======== Exercise data ========

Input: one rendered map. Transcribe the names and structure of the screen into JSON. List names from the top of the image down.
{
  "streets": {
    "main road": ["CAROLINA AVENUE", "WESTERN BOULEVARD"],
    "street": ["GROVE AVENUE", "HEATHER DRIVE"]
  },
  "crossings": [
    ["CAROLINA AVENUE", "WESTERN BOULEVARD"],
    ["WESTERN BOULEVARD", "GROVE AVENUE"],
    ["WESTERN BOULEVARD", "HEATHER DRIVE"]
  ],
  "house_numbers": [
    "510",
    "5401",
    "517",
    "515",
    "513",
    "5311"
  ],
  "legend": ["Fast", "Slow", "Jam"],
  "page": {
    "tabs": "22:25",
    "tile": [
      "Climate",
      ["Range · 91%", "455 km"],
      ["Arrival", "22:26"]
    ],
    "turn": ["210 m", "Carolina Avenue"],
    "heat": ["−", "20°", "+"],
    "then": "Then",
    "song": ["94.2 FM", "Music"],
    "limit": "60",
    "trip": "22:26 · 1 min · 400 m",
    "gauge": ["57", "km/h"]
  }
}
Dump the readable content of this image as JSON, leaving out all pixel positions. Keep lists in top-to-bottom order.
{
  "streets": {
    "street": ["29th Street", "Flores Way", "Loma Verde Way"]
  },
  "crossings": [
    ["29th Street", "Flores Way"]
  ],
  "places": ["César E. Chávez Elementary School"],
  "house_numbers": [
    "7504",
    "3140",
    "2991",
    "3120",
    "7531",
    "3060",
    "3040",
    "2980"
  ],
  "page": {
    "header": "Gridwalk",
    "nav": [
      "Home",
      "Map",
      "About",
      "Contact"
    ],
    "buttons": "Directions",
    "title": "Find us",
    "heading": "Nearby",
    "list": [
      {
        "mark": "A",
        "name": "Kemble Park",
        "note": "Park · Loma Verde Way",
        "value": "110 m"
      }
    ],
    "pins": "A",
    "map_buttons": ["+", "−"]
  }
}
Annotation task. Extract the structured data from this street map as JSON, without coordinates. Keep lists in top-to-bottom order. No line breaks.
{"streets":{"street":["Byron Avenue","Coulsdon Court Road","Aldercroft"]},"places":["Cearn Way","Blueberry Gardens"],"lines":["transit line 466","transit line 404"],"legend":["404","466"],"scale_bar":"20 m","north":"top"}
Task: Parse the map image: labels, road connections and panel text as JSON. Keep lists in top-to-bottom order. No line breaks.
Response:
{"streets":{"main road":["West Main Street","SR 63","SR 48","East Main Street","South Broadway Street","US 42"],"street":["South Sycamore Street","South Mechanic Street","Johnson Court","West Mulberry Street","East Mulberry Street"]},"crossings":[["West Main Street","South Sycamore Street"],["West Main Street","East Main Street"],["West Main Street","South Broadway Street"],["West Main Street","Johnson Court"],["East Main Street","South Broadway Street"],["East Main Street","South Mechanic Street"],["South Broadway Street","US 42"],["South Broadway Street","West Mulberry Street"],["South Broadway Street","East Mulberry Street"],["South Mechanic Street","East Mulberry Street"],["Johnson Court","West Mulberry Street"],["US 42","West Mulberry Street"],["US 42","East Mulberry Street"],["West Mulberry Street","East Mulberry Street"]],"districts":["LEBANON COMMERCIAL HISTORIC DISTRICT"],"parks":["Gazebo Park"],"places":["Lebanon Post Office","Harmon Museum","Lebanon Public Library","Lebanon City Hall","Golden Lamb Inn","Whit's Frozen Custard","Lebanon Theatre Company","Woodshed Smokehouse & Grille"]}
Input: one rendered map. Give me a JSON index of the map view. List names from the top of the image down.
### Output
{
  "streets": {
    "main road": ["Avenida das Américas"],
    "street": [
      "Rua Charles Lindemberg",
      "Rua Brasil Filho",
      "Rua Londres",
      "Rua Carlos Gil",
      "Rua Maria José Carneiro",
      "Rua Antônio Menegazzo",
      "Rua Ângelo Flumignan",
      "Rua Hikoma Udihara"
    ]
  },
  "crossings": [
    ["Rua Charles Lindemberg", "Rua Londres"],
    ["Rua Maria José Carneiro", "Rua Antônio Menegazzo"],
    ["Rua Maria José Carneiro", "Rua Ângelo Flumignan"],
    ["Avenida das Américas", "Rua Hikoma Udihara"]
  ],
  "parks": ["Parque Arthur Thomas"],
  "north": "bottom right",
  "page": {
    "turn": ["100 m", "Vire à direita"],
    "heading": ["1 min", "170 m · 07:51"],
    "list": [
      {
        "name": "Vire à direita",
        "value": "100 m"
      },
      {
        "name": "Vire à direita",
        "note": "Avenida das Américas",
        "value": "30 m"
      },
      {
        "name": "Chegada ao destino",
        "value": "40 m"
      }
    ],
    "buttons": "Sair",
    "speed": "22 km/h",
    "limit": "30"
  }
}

========

**What to do:** For this exercise, all the data must be repeated exactly.

**Result for this exercise:**
Input: one rendered map. Transcribe the names and structure of the screen into JSON. List names from the top of the image down.
{
  "streets": {
    "main road": ["CAROLINA AVENUE", "WESTERN BOULEVARD"],
    "street": ["GROVE AVENUE", "HEATHER DRIVE"]
  },
  "crossings": [
    ["CAROLINA AVENUE", "WESTERN BOULEVARD"],
    ["WESTERN BOULEVARD", "GROVE AVENUE"],
    ["WESTERN BOULEVARD", "HEATHER DRIVE"]
  ],
  "house_numbers": [
    "510",
    "5401",
    "517",
    "515",
    "513",
    "5311"
  ],
  "legend": ["Fast", "Slow", "Jam"],
  "page": {
    "tabs": "22:25",
    "tile": [
      "Climate",
      ["Range · 91%", "455 km"],
      ["Arrival", "22:26"]
    ],
    "turn": ["210 m", "Carolina Avenue"],
    "heat": ["−", "20°", "+"],
    "then": "Then",
    "song": ["94.2 FM", "Music"],
    "limit": "60",
    "trip": "22:26 · 1 min · 400 m",
    "gauge": ["57", "km/h"]
  }
}
Dump the readable content of this image as JSON, leaving out all pixel positions. Keep lists in top-to-bottom order.
{
  "streets": {
    "street": ["29th Street", "Flores Way", "Loma Verde Way"]
  },
  "crossings": [
    ["29th Street", "Flores Way"]
  ],
  "places": ["César E. Chávez Elementary School"],
  "house_numbers": [
    "7504",
    "3140",
    "2991",
    "3120",
    "7531",
    "3060",
    "3040",
    "2980"
  ],
  "page": {
    "header": "Gridwalk",
    "nav": [
      "Home",
      "Map",
      "About",
      "Contact"
    ],
    "buttons": "Directions",
    "title": "Find us",
    "heading": "Nearby",
    "list": [
      {
        "mark": "A",
        "name": "Kemble Park",
        "note": "Park · Loma Verde Way",
        "value": "110 m"
      }
    ],
    "pins": "A",
    "map_buttons": ["+", "−"]
  }
}
Annotation task. Extract the structured data from this street map as JSON, without coordinates. Keep lists in top-to-bottom order. No line breaks.
{"streets":{"street":["Byron Avenue","Coulsdon Court Road","Aldercroft"]},"places":["Cearn Way","Blueberry Gardens"],"lines":["transit line 466","transit line 404"],"legend":["404","466"],"scale_bar":"20 m","north":"top"}
Task: Parse the map image: labels, road connections and panel text as JSON. Keep lists in top-to-bottom order. No line breaks.
Response:
{"streets":{"main road":["West Main Street","SR 63","SR 48","East Main Street","South Broadway Street","US 42"],"street":["South Sycamore Street","South Mechanic Street","Johnson Court","West Mulberry Street","East Mulberry Street"]},"crossings":[["West Main Street","South Sycamore Street"],["West Main Street","East Main Street"],["West Main Street","South Broadway Street"],["West Main Street","Johnson Court"],["East Main Street","South Broadway Street"],["East Main Street","South Mechanic Street"],["South Broadway Street","US 42"],["South Broadway Street","West Mulberry Street"],["South Broadway Street","East Mulberry Street"],["South Mechanic Street","East Mulberry Street"],["Johnson Court","West Mulberry Street"],["US 42","West Mulberry Street"],["US 42","East Mulberry Street"],["West Mulberry Street","East Mulberry Street"]],"districts":["LEBANON COMMERCIAL HISTORIC DISTRICT"],"parks":["Gazebo Park"],"places":["Lebanon Post Office","Harmon Museum","Lebanon Public Library","Lebanon City Hall","Golden Lamb Inn","Whit's Frozen Custard","Lebanon Theatre Company","Woodshed Smokehouse & Grille"]}
Input: one rendered map. Give me a JSON index of the map view. List names from the top of the image down.
### Output
{
  "streets": {
    "main road": ["Avenida das Américas"],
    "street": [
      "Rua Charles Lindemberg",
      "Rua Brasil Filho",
      "Rua Londres",
      "Rua Carlos Gil",
      "Rua Maria José Carneiro",
      "Rua Antônio Menegazzo",
      "Rua Ângelo Flumignan",
      "Rua Hikoma Udihara"
    ]
  },
  "crossings": [
    ["Rua Charles Lindemberg", "Rua Londres"],
    ["Rua Maria José Carneiro", "Rua Antônio Menegazzo"],
    ["Rua Maria José Carneiro", "Rua Ângelo Flumignan"],
    ["Avenida das Américas", "Rua Hikoma Udihara"]
  ],
  "parks": ["Parque Arthur Thomas"],
  "north": "bottom right",
  "page": {
    "turn": ["100 m", "Vire à direita"],
    "heading": ["1 min", "170 m · 07:51"],
    "list": [
      {
        "name": "Vire à direita",
        "value": "100 m"
      },
      {
        "name": "Vire à direita",
        "note": "Avenida das Américas",
        "value": "30 m"
      },
      {
        "name": "Chegada ao destino",
        "value": "40 m"
      }
    ],
    "buttons": "Sair",
    "speed": "22 km/h",
    "limit": "30"
  }
}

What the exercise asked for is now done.